The mass would be the integral of the density function to the appropriate radius, so \(M(<r) = \int_{0}^{r} \rho (r')dV\)
\(dV = 4\pi r'^2 dr'\) because you're integrating over a spherical volume.
\(M(<r) = \int_{0}^{r} \frac{C}{4\pi r'^2(r'+a)^2}4\pi r'^2dr'\)
\(M(<r) = \int_{0}^{r} \frac{C}{(r'+a)^2}dr'\)
\(M(<r) = \int_{0}^{r} C(r'+a)^{-2}\)
\(M(<r) = \frac{-C}{r'+a}]_{0}^{r}\)
After plugging in the upper and lower limits for r', his simplifies to \(\frac{Cr}{a(r+a)}\).

b) The total mass of the system is the limit of M(<r) as \(\rightarrow \infty\); calculate this total mass. 

\(\lim_{x\rightarrow\infty}\frac{Cr}{a(r+a)}\)
As r approaches infinity, it will become much larger than a, so (r+a) can therefore be approximated as simply r; this allows simplification to the solution \(\frac{C}{a}\).

c) If we write the total mass as \(M_{tot}\), rewrite M(<r) and \(\rho (r)\) to eliminate C in favor of \(M_{tot}\). 

The total mass includes all mass regardless of distance from the center of the galaxy, so it should be the mass as r approaches infinity (the answer to part b): \(M_{tot} = \frac{C}{a}\).
\(C = aM_{tot}\)
\(\rho (r) = \frac{aM_{tot}}{4\pi r^2(r+a)^2}\)

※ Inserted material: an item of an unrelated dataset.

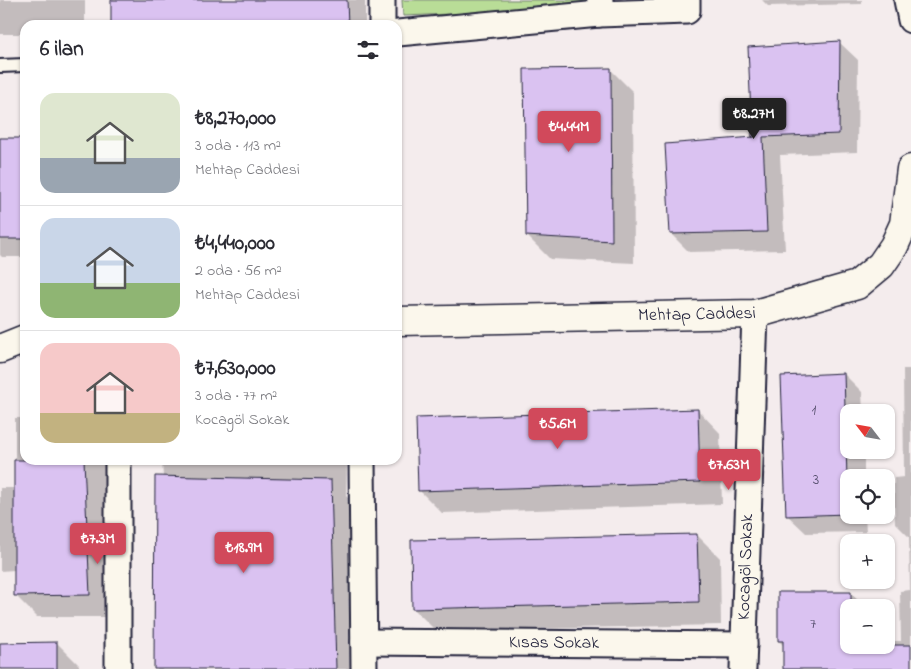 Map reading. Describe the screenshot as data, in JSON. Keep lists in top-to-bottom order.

d) What is the rotation curve for the galaxy? The circular velocity should go to a constant as \(r\rightarrow 0\), i.e. at radii r<<a, this galaxy appears to have a flat rotation curve. If we write this constant velocity as \(v_0\), write M(<r) and \(\rho (r)\) in terms of \(v_0\), a, and r. What is \(M_{tot}\) in terms of \(v_0\) and a? 

Rotation curve: \(v(r) = (\frac{GM(<r)}{r})^{1/2}\) (from problem 3c)
Constant velocity: \(v_0 = (\frac{GM_{tot}}{a})^{1/2}\)
\(M_{tot} = \frac{v_0^2a}{G}\)
Since mass and radius scale linearly, we can use the ratio \(\frac{M(<r)}{M_{tot}} = \frac{r}{r+a}\)
\(M(<r) = \frac{r}{r+a}M_{tot}\)
\(M(<r) = \frac{r}{r+a}\frac{v_0^2a}{G} = \frac{v_0^2ra}{G(r+a)}\)
\(\rho(r) = \frac{a^2v_0^2}{4\pi r^2G(r+a)^2}\) based on the equation from part c.

e) If we consider this as a model of the Milky Way, what is a in kpc if \(M_{tot} = 10^{12}M_\odot\) and \(v_0\) = 240km/s?

\(v_0 = 240km/s \rightarrow 240*10^3km/s\)
\(M_{tot} = 10^{12}*10^{33}g = 10^{45}g \rightarrow 10^{42}kg\)
\(G = 6.67*10^{-11}m^3/kgs^2\)
\(240*10^3m/s = (\frac{(6.67*10^{-11}m^3/kgs^2)(10^{42}kg)}{a})^{1/2}\)
\(a = 1.16*10^{21}m \rightarrow 37.7kpc\)